# Mefoblinker bis 50g



## 50er-Jäger (30. September 2020)

Moin,

kennt ihr Modelle die über die Standard 30/32g des Snaps oder Moresilda hinweg gehen?
Gut wären Blinker mit 40g oder besser noch 50g...

Habt ihr Vorschläge, dann her damit...


----------



## rhinefisher (30. September 2020)

Den Möresilda gibt es in 50 und 55gr.. .


----------



## Hecht100+ (30. September 2020)

Falkfish Spoeket 50gr.
ABU Toby in 40gr. und 60gr.


----------



## Professor Tinca (30. September 2020)

Hecht100+ schrieb:


> ABU Toby




Genau  
Der fliegt auch gut.


----------



## angler1996 (30. September 2020)

fliegt ganz brauchbar





						schwerer Raubfischblinker für tiefe Gewässer
					

Dieser alte dänische Köder wurde für alle Arten von Lachs und Forellenfischen in Norwegen sowie anderen Teilen Skandinaviens vor vielen Jahren entworfen.

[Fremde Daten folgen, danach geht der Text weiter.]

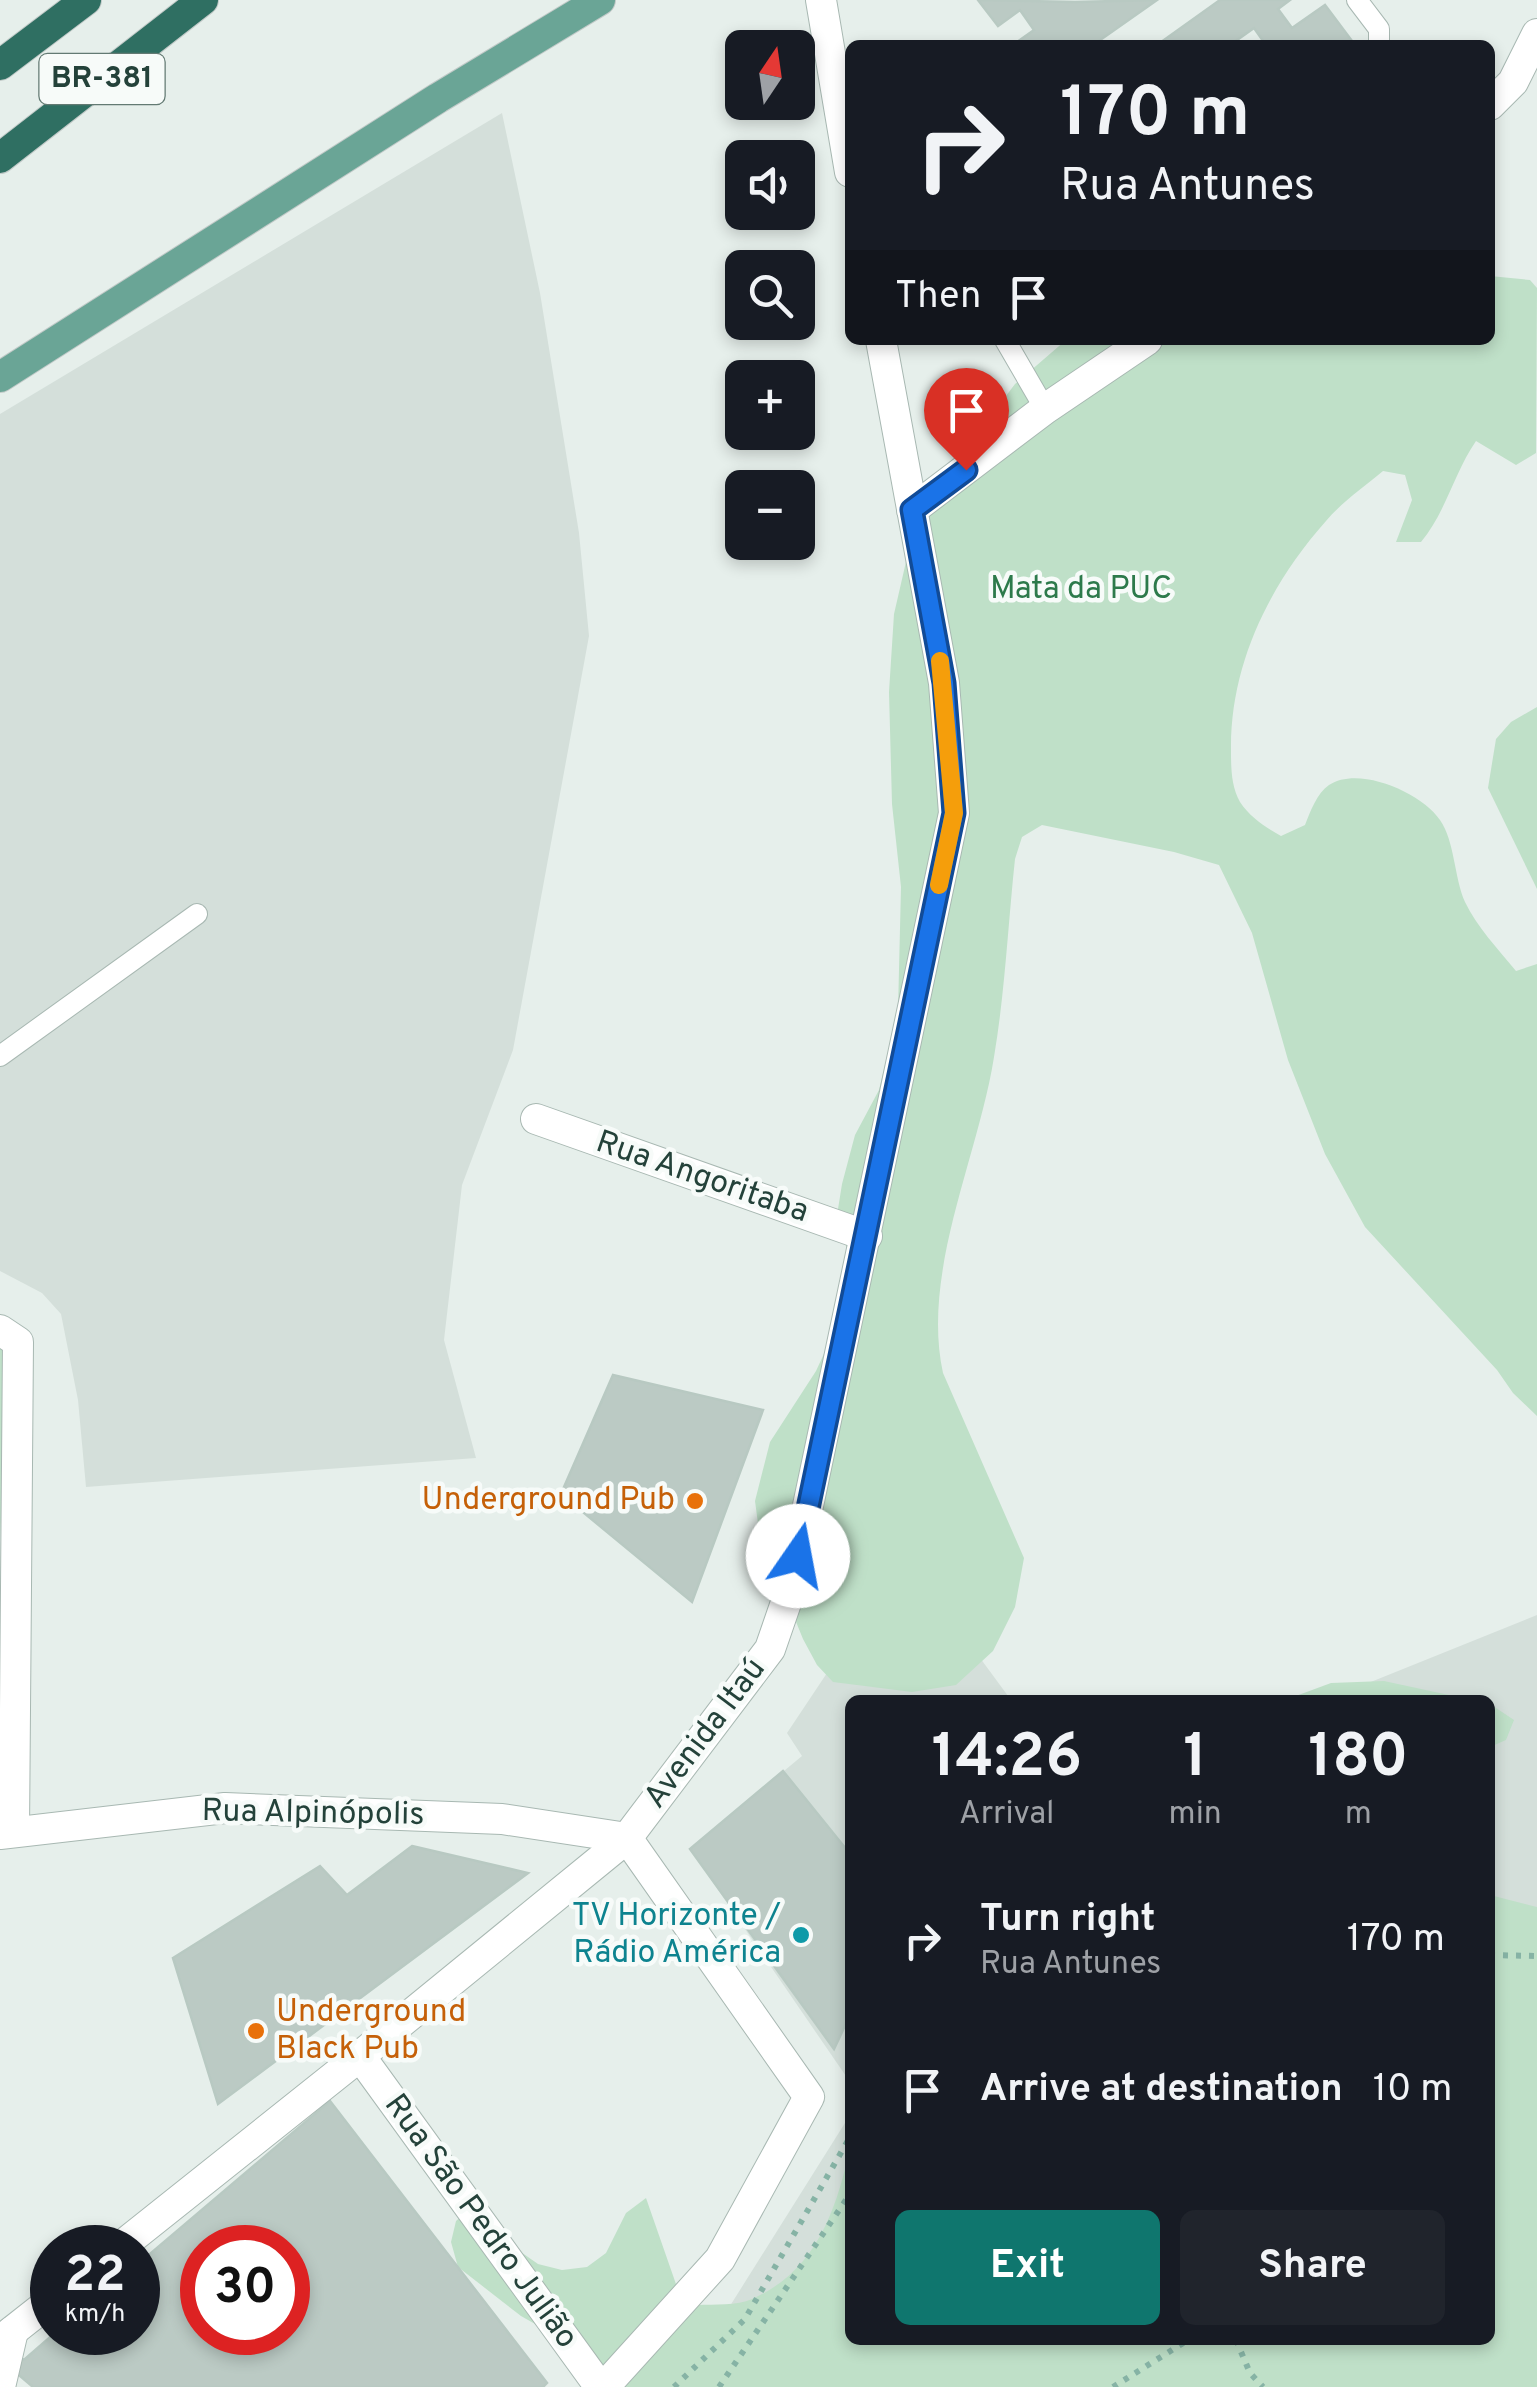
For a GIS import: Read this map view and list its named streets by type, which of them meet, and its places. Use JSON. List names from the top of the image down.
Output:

					www.meerforellenkoeder.de
				




Form und Frabe passen, wenn es um Mefo geht;-))


----------



## Spaßfischer (30. September 2020)

Den Hansen Pilgrim (Lachsblinker) 42g gibt es gerade beim Stollenwerk für 3.99


----------



## rippi (30. September 2020)

Willst du Tiefe oder Wurfweite?


----------



## Spaßfischer (30. September 2020)

Den sandeel gibt es glaub ich auch mit 50-60 g...ist dann aber auch ein echter klopper (17cm)


----------



## Meerforelle 1959 (30. September 2020)

50 bis 60 Gramm Blinker für Meerforellenangeln? das sind ja schon Pilker. Mit was für eine Rute muss Mann da vom Wurfgewicht fischen. Das wäre mir alles viel zu schwer. Ich fische immer max 12 bis 20 Gramm, das reicht mir persönlich aus und den Fischen auch. Soll keine Kritik sein, nur meine persönliche Meinung.


----------



## Andal (30. September 2020)

Zwei Extreme. Einmal nobel einmal sehr günstig...

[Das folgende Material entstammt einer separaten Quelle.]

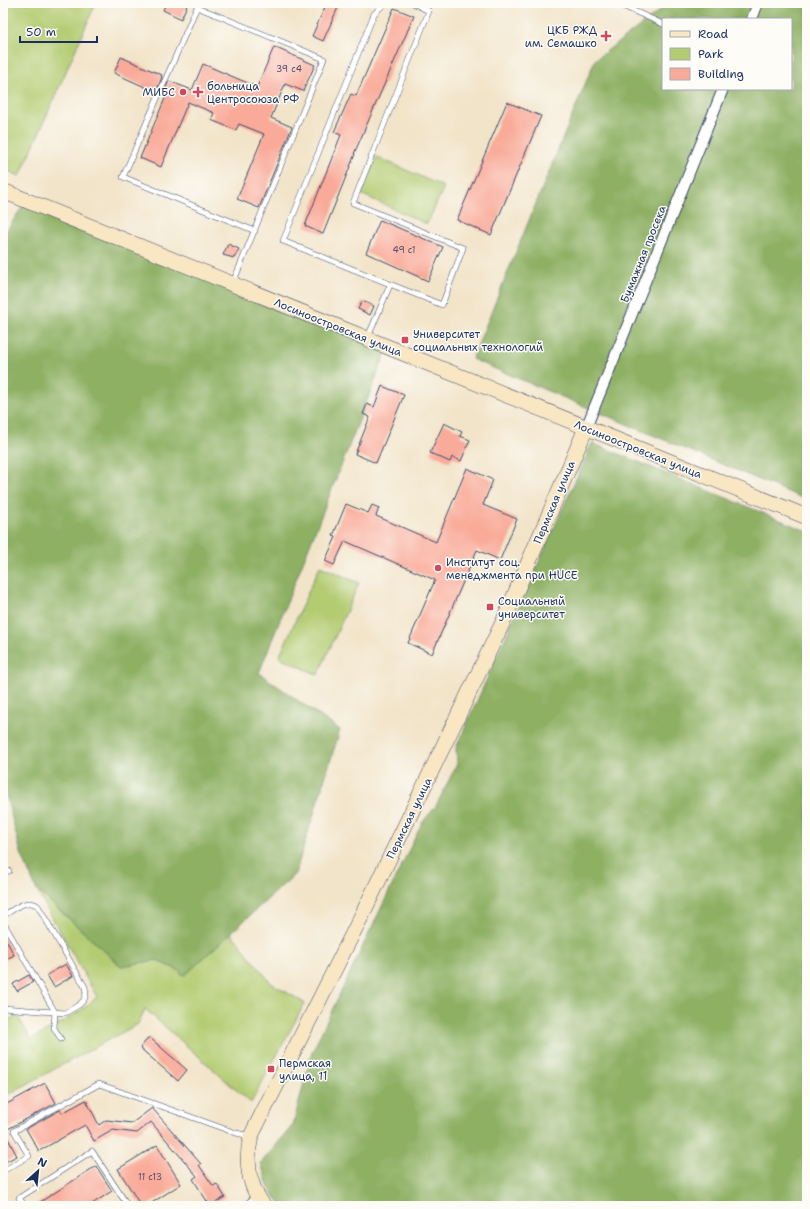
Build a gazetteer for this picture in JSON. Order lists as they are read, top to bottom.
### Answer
{
  "streets": {
    "street": ["Бумажная просека", "Лосиноостровская улица", "Пермская улица"]
  },
  "crossings": [
    ["Бумажная просека", "Лосиноостровская улица"],
    ["Бумажная просека", "Пермская улица"],
    ["Лосиноостровская улица", "Пермская улица"]
  ],
  "places": {
    "health": ["ЦКБ РЖД им. Семашко", "больница Центросоюза РФ"],
    "other": ["МИБС", "Институт соц. менеджмента при HUCE"],
    "transit": ["Университет социальных технологий", "Социальный университет", "Пермская улица, 11"]
  },
  "house_numbers": ["39 с4", "49 с1", "11 с13"],
  "legend": ["Road", "Park", "Building"],
  "scale_bar": "50 m",
  "north": "top right"
}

						ima/AMS Design Productions ima GUN-KICHI 40g - Tackle Japan (Online fishing tackle shop)
					

ima/AMS Design Productions ima GUN-KICHI 40g




					www.tacklejapan.com
				












						3er Pack BLINKER 5-60g silber Spoons Pilker Zocker Jig Metall Köder Spin Bait     | eBay
					

Entdecken Sie 3er Pack BLINKER 5-60g silber Spoons Pilker Zocker Jig Metall Köder Spin Bait    in der großen Auswahl bei eBay. Kostenlose Lieferung für viele Artikel!



					www.ebay.de
				




Letztere, ich nenne sie "konventionelle Wurstblinker", weil sie aussehen, wie eine sehr schräge Scheibe von der Kabanossi, waren und sind meine Lieblingsköder in Norwegen, weil sie wirklich auf alles gut gehen - und weil sie sehr günstig sind, selbst wenn man die Haken wechselt.


----------



## ragbar (1. Oktober 2020)

Ich fische zb. gerne den Mitralite von Ragot. Kompakter Blinker mit 35,50 und 65 gr Gewicht. Hab ich allerdings noch nicht auf Meerforelle verwendet.


----------



## 50er-Jäger (3. Oktober 2020)

Vielen Dank schon mal für die Vorschläge,  werde ich mir ansehen...
Ich möchte die Teile eine Etage tiefer zum Dorschblinkern vom Boot nutzen, da ich bisher im flacheren Wasser bis 8m meine besten dorsche auf Blinker hatte,  dabei aber mit 30g bei mehr Drift schnell an die Grenzen kam...


----------



## 50er-Jäger (3. Oktober 2020)

rhinefisher schrieb:


> Den Möresilda gibt es in 50 und 55gr.. .


Wo gibt es den in den Gewichten?


----------



## Stefan660 (4. Oktober 2020)

Abu Garcia Hammer gibts auch noch


----------



## rhinefisher (4. Oktober 2020)

50er-Jäger schrieb:


> Wo gibt es den in den Gewichten?



Normalerweise z.B. hier...





						Blue Fox Moresilda Meerforellenblinker
					

Der Blinker ist ein Klassiker an der Küste bei Meerforellenangeln. Aber man kann den Moresilda auch in Seen und Fliessgewässern auf Forellen und Lachs einsetzen.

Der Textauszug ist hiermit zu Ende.